[Task inputs Boundary: Start]

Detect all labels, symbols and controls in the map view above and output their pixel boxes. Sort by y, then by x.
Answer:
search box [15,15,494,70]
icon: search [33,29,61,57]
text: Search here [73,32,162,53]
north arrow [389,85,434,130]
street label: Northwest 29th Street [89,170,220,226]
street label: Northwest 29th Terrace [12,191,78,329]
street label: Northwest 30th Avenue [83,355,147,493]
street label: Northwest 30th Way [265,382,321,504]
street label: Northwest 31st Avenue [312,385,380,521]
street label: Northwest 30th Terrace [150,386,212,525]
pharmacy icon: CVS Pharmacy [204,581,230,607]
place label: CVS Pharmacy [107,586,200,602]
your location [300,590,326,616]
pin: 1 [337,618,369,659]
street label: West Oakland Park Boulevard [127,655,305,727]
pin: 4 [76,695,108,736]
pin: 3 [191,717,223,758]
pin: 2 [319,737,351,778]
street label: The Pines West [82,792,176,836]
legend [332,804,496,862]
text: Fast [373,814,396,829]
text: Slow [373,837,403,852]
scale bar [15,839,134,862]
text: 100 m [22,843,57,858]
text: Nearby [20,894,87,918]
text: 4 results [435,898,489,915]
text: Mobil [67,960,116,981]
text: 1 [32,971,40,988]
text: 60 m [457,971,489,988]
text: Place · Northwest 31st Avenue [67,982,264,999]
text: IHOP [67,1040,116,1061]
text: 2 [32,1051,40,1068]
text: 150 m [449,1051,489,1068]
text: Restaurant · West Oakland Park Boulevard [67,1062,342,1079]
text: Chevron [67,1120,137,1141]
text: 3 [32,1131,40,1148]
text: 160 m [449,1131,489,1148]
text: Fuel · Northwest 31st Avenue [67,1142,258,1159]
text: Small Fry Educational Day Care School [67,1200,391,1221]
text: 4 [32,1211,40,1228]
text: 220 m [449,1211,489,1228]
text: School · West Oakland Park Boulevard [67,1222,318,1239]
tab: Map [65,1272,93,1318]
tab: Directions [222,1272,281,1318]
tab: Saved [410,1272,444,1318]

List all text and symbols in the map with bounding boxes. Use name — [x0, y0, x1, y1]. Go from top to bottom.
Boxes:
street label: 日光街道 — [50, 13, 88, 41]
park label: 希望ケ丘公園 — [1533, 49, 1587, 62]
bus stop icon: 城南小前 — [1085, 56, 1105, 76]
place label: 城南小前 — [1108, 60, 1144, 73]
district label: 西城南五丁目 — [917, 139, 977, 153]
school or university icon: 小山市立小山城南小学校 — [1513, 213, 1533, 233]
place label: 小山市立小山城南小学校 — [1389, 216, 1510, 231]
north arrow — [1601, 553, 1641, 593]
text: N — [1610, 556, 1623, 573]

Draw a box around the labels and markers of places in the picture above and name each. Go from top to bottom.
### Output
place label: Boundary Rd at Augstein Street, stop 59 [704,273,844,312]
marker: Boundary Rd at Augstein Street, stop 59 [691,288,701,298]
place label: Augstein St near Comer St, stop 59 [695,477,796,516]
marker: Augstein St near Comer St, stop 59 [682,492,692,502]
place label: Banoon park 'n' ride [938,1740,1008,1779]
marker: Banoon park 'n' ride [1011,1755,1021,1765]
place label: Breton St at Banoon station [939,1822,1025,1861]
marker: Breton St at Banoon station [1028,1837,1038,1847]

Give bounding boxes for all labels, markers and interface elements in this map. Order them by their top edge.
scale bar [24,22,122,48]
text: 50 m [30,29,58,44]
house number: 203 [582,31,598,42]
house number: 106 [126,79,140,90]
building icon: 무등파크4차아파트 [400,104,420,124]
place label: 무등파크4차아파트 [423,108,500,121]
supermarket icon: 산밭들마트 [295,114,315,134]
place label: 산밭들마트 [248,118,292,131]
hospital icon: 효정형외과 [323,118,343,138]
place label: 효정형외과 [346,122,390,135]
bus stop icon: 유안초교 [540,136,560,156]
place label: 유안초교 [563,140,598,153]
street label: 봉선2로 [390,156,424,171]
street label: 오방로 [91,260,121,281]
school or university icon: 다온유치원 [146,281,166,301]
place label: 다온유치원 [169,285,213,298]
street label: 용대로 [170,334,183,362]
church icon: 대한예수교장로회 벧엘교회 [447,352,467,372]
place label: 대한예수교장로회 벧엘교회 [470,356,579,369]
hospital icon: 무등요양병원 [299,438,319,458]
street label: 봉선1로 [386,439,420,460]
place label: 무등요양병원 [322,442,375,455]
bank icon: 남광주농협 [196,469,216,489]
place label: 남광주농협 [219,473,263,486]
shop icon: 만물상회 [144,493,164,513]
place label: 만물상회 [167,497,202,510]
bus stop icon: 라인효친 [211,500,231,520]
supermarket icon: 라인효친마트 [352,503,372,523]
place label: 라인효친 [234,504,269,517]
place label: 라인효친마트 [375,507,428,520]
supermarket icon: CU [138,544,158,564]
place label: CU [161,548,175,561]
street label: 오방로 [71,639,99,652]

[Task inputs Boundary: End]

### What to do
All lines from the one containing "Give bounding boxes" through the last line of the data, both included, are to be retyped exactly, and no other line belongs in the answer.

### Reply to the exercise
Give bounding boxes for all labels, markers and interface elements in this map. Order them by their top edge.
scale bar [24,22,122,48]
text: 50 m [30,29,58,44]
house number: 203 [582,31,598,42]
house number: 106 [126,79,140,90]
building icon: 무등파크4차아파트 [400,104,420,124]
place label: 무등파크4차아파트 [423,108,500,121]
supermarket icon: 산밭들마트 [295,114,315,134]
place label: 산밭들마트 [248,118,292,131]
hospital icon: 효정형외과 [323,118,343,138]
place label: 효정형외과 [346,122,390,135]
bus stop icon: 유안초교 [540,136,560,156]
place label: 유안초교 [563,140,598,153]
street label: 봉선2로 [390,156,424,171]
street label: 오방로 [91,260,121,281]
school or university icon: 다온유치원 [146,281,166,301]
place label: 다온유치원 [169,285,213,298]
street label: 용대로 [170,334,183,362]
church icon: 대한예수교장로회 벧엘교회 [447,352,467,372]
place label: 대한예수교장로회 벧엘교회 [470,356,579,369]
hospital icon: 무등요양병원 [299,438,319,458]
street label: 봉선1로 [386,439,420,460]
place label: 무등요양병원 [322,442,375,455]
bank icon: 남광주농협 [196,469,216,489]
place label: 남광주농협 [219,473,263,486]
shop icon: 만물상회 [144,493,164,513]
place label: 만물상회 [167,497,202,510]
bus stop icon: 라인효친 [211,500,231,520]
supermarket icon: 라인효친마트 [352,503,372,523]
place label: 라인효친 [234,504,269,517]
place label: 라인효친마트 [375,507,428,520]
supermarket icon: CU [138,544,158,564]
place label: CU [161,548,175,561]
street label: 오방로 [71,639,99,652]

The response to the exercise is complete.